Pensar e projectar “a cidade do futuro”


Jorge Custódio, historiador e museólogo, nasceu em Santarém, em 1947, cidade onde dirigiu, entre 1994 e 2002, o projecto municipal de candidatura a património mundial.

Inevitavelmente, o tema surge sempre que o historiador se desloca à cidade. Custódio recordou que, acima de tudo, tentou-se “uma regeneração a nível urbano”, mas lamenta que a cidade tenha tido “um projecto muito curto no tempo, que se desenvolveu à volta da candidatura a património mundial”. Advoga, por isso, que o plano estabelecido devia ter prosseguido “para que melhor se preservasse a identidade” do lugar.

“A candidatura tinha como objectivo fundamental pôr a cidade de pé e não fazer o estudo dessa cidade”, esclareceu.

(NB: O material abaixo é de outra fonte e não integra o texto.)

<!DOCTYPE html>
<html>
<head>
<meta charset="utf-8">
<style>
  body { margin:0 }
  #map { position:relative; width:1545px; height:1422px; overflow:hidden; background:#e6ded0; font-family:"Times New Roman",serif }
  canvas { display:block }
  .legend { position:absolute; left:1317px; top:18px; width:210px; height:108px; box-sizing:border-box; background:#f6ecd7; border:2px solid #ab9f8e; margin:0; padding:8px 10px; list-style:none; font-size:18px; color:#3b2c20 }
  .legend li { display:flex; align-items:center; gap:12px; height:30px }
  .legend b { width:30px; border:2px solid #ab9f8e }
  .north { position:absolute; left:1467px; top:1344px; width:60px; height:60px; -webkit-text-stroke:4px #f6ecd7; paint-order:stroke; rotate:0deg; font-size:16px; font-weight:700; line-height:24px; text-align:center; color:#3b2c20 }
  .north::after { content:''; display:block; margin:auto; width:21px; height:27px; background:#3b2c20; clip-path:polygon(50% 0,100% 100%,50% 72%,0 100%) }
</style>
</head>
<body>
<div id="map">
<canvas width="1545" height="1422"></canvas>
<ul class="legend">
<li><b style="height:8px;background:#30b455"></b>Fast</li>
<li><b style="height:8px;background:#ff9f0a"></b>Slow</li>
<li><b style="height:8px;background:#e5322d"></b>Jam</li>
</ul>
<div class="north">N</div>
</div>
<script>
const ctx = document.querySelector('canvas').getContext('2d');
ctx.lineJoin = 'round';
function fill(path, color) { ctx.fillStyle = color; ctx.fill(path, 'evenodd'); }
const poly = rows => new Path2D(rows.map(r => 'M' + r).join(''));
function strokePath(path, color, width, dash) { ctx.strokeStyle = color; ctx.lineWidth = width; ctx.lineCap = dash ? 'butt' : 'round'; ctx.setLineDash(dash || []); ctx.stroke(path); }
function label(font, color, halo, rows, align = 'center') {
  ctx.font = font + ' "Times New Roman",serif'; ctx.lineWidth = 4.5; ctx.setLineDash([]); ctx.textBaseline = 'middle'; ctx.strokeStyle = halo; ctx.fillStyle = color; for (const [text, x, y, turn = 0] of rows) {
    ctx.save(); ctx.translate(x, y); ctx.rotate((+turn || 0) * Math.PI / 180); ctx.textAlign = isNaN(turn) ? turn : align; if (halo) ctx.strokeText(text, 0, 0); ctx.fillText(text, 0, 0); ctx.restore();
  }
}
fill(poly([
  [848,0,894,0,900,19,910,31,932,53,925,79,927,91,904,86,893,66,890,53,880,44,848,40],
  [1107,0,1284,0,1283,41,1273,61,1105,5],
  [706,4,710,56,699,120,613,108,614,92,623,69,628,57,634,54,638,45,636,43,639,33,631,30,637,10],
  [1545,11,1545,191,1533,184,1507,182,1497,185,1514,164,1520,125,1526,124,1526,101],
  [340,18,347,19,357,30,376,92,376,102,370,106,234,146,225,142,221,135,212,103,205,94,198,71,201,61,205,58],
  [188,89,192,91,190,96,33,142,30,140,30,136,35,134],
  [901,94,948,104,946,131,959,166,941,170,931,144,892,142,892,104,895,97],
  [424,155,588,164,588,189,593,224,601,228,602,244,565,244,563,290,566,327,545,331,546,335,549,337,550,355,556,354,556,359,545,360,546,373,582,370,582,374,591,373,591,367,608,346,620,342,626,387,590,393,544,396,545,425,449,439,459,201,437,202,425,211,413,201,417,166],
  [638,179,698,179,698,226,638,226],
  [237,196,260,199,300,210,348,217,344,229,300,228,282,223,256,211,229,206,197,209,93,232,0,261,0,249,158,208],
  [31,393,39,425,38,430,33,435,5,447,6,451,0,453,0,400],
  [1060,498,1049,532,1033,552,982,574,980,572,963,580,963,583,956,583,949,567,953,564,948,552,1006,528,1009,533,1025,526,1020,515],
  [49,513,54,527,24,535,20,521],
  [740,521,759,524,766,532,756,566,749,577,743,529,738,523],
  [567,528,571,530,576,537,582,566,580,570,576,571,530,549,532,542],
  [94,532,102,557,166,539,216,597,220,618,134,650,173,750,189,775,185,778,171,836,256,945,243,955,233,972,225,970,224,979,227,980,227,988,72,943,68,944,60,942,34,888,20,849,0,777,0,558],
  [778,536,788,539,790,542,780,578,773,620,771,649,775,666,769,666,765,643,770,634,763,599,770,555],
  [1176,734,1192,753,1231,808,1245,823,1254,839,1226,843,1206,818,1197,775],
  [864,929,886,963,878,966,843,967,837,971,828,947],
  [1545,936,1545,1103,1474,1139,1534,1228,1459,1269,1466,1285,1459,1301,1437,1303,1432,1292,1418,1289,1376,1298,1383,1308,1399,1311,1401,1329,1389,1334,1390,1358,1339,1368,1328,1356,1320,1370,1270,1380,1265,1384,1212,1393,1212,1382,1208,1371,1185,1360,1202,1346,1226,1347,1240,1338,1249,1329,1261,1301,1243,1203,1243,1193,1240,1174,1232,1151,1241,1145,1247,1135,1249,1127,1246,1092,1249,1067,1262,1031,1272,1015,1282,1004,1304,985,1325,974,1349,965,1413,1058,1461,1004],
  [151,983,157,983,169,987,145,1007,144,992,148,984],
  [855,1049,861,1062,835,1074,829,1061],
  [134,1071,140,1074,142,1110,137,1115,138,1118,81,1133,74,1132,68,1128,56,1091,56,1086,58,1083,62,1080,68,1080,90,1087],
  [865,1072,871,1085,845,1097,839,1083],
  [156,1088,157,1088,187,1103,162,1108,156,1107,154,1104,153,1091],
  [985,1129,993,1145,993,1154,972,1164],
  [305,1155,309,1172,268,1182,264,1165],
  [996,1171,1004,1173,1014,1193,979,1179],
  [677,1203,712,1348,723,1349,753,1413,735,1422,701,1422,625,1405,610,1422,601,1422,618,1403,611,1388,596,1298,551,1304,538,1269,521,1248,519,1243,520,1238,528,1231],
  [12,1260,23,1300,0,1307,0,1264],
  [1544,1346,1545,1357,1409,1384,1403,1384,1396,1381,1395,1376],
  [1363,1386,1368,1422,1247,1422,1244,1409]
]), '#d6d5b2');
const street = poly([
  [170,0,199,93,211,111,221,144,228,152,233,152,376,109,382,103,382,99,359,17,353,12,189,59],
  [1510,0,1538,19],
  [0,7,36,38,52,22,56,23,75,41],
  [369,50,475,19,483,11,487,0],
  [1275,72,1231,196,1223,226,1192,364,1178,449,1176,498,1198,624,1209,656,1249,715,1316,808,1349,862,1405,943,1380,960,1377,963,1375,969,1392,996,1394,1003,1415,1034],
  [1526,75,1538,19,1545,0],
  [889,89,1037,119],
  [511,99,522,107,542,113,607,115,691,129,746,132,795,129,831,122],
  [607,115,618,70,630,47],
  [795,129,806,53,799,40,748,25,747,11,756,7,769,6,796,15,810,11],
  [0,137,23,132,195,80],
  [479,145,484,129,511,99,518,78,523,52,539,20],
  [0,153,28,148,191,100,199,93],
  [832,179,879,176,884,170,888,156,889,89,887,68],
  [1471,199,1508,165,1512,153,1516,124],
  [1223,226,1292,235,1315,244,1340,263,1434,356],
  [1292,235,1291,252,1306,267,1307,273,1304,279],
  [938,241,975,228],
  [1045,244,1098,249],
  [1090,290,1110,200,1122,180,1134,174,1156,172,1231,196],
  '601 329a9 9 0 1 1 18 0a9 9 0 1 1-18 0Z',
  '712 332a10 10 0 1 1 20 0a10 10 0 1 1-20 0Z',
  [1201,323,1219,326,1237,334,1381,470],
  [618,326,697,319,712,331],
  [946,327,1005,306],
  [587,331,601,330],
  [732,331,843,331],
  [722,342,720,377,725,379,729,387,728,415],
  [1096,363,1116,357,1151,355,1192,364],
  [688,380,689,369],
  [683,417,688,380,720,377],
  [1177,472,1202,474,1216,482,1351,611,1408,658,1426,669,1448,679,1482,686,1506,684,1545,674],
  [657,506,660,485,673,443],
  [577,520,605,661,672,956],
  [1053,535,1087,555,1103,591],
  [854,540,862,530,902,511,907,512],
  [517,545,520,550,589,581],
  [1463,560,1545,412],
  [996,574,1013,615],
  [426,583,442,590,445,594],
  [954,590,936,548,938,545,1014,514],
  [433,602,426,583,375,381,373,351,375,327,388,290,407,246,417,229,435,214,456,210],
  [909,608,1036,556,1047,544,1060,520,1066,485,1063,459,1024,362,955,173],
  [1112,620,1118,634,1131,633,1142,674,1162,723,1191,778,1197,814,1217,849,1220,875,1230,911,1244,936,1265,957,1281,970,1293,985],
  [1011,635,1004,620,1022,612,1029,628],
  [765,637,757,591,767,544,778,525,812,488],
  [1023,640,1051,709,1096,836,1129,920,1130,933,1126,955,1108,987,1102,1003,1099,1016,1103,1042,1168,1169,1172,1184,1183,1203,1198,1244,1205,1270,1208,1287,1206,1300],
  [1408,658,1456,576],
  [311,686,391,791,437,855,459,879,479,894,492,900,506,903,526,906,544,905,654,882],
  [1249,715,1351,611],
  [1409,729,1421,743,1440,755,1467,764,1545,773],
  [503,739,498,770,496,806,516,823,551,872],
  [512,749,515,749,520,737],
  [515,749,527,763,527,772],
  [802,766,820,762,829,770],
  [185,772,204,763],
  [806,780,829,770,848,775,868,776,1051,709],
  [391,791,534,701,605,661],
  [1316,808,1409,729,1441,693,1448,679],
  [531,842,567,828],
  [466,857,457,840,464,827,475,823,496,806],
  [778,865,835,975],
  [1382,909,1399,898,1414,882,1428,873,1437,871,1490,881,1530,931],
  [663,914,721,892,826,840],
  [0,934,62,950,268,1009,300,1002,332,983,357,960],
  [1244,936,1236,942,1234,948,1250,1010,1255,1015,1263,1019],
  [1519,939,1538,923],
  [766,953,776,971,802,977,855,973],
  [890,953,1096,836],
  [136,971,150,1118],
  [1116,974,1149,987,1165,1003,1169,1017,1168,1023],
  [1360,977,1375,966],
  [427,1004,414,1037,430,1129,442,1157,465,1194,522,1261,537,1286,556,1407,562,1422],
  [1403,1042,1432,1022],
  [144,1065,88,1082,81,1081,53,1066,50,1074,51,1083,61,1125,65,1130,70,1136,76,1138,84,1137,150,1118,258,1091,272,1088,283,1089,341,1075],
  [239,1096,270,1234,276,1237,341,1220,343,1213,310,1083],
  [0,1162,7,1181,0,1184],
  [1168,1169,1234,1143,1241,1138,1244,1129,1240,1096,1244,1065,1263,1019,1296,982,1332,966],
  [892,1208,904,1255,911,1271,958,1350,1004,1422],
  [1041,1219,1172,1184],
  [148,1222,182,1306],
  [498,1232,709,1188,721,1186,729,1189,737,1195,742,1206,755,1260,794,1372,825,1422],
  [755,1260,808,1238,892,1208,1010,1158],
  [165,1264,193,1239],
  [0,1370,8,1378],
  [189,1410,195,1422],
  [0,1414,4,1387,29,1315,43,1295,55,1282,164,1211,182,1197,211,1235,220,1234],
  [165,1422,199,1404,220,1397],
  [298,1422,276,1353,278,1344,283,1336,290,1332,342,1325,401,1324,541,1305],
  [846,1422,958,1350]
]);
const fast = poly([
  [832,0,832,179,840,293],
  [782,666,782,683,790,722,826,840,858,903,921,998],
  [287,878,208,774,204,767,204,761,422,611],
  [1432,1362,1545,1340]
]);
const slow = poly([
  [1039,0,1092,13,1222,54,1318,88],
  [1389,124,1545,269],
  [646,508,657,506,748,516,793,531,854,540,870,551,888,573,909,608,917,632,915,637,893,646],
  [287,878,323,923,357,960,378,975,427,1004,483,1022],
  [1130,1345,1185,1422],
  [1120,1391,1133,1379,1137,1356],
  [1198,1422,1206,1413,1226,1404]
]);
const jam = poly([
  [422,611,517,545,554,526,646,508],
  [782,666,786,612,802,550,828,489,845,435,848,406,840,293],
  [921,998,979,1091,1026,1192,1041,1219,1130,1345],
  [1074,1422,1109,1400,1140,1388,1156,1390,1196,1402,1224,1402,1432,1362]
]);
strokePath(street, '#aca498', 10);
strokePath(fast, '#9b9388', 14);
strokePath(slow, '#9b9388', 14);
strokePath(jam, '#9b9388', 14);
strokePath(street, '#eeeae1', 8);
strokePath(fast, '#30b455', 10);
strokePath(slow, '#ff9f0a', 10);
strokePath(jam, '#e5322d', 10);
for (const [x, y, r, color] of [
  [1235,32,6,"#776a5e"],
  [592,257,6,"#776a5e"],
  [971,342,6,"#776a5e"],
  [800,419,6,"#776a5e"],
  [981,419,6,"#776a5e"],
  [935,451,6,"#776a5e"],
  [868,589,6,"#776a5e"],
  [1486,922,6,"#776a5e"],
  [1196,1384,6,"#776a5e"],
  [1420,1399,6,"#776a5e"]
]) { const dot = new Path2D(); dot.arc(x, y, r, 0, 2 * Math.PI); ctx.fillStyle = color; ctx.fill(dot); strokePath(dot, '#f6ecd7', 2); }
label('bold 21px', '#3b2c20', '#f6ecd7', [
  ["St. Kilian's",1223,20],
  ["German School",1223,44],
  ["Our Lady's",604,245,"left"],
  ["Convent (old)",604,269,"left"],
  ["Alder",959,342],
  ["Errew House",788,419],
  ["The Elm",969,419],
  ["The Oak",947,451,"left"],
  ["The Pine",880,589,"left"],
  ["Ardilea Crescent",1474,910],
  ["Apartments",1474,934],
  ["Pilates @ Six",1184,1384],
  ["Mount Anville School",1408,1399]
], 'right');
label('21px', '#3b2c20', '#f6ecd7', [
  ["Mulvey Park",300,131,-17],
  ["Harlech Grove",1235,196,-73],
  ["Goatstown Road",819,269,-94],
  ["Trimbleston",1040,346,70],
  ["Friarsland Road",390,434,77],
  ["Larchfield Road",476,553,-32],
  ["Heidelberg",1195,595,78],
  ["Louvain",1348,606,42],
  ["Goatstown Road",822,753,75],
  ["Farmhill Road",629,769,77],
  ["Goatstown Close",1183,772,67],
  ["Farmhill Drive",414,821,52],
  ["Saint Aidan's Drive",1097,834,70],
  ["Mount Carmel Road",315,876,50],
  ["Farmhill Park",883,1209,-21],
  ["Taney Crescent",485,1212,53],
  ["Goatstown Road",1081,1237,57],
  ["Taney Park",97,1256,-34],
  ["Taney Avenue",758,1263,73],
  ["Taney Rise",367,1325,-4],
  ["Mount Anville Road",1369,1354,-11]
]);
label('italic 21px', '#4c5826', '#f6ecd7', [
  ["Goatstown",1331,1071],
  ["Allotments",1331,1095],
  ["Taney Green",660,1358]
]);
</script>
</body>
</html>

“A ideia era despertar culturalmente a cidade e o património” e “fixar população numa cidade que estava envelhecida”, disse Jorge Custódio, o historiador convidado por Noras para liderar o “Projecto Municipal Santarém a Património Mundial”, estrutura criada em 1995 e extinta em 2002, pouco depois da liderança da autarquia passar para o também socialista Rui Barreiro.

Já quase sem resquícios do que levou Almeida Garrett a referir-se a Santarém como o “livro de pedra em que a mais interessante e a mais poética parte das nossas crónicas está escrita”, devido à “destruição” e “vandalismo” de tremores de terra, como os de 1531 e 1755, das Invasões Francesas e dos erros urbanísticos, a ideia da candidatura não era, segundo Jorge Custódio, recuperar o passado, mas sim pensar e projectar “a cidade do futuro”.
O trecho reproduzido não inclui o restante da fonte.